> **What is required**:
Tell me how many lines in the data include "Court", and keep the reply to that number.

Input data: Begin

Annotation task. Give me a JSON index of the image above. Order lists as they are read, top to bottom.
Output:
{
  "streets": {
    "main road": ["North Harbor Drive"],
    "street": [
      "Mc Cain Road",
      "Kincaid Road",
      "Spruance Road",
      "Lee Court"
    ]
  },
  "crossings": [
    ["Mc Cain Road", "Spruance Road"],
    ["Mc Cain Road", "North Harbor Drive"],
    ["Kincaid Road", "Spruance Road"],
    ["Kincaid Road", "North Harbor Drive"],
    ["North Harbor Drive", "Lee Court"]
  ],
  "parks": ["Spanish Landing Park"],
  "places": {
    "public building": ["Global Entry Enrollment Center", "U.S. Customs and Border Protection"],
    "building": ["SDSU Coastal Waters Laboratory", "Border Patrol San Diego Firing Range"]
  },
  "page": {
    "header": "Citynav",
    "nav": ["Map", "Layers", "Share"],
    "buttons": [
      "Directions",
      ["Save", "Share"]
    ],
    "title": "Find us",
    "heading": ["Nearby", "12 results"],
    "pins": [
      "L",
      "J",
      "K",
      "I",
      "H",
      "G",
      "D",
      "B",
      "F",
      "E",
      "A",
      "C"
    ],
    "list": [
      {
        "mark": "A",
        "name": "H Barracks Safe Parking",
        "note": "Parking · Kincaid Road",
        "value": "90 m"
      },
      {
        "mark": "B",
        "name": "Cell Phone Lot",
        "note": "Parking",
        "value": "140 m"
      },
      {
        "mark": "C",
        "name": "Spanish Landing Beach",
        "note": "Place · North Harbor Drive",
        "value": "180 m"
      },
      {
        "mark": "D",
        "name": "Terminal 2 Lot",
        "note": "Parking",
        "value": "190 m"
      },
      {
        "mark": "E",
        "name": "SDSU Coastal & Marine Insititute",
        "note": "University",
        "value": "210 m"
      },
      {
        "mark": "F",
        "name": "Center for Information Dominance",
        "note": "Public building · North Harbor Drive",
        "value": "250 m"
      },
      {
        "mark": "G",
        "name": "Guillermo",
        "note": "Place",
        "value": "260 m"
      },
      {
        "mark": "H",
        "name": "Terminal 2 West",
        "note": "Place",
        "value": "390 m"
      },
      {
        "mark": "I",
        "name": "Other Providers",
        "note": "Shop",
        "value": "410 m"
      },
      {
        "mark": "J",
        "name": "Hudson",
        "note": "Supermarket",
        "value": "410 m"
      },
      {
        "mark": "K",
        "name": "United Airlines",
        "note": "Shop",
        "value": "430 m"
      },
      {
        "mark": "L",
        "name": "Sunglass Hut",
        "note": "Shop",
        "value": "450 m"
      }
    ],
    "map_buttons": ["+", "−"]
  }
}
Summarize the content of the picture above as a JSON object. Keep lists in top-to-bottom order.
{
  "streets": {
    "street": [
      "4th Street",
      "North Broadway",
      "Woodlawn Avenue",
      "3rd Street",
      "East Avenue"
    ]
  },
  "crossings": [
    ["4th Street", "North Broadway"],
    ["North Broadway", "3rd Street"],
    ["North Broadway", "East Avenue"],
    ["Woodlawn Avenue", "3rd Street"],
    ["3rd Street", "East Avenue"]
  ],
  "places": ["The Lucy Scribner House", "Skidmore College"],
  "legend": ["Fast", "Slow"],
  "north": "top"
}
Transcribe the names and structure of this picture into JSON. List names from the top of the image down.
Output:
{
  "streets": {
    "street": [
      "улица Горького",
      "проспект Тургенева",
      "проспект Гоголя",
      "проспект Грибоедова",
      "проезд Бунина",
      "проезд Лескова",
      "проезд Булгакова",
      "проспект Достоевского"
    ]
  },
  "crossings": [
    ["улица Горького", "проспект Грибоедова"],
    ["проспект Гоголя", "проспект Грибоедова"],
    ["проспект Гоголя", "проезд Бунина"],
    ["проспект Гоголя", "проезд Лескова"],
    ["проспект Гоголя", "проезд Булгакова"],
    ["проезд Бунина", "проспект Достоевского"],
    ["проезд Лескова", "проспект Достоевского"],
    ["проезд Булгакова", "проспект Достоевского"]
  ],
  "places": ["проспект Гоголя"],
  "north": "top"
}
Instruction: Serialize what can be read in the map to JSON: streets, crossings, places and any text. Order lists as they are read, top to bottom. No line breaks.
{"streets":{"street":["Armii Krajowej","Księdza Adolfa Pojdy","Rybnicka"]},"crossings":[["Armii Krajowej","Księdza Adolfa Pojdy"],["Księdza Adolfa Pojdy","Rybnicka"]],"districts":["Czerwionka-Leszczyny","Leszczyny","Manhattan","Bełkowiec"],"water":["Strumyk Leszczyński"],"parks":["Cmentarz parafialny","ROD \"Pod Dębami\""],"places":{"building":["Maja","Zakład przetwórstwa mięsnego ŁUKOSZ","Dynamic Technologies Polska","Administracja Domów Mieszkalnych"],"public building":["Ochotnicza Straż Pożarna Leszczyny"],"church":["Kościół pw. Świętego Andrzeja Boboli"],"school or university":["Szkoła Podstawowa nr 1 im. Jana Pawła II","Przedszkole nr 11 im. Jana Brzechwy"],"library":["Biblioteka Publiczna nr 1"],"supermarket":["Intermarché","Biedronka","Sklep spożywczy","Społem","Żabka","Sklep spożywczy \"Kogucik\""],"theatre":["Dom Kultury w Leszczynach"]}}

Input data: End

> **Exercise result**:
2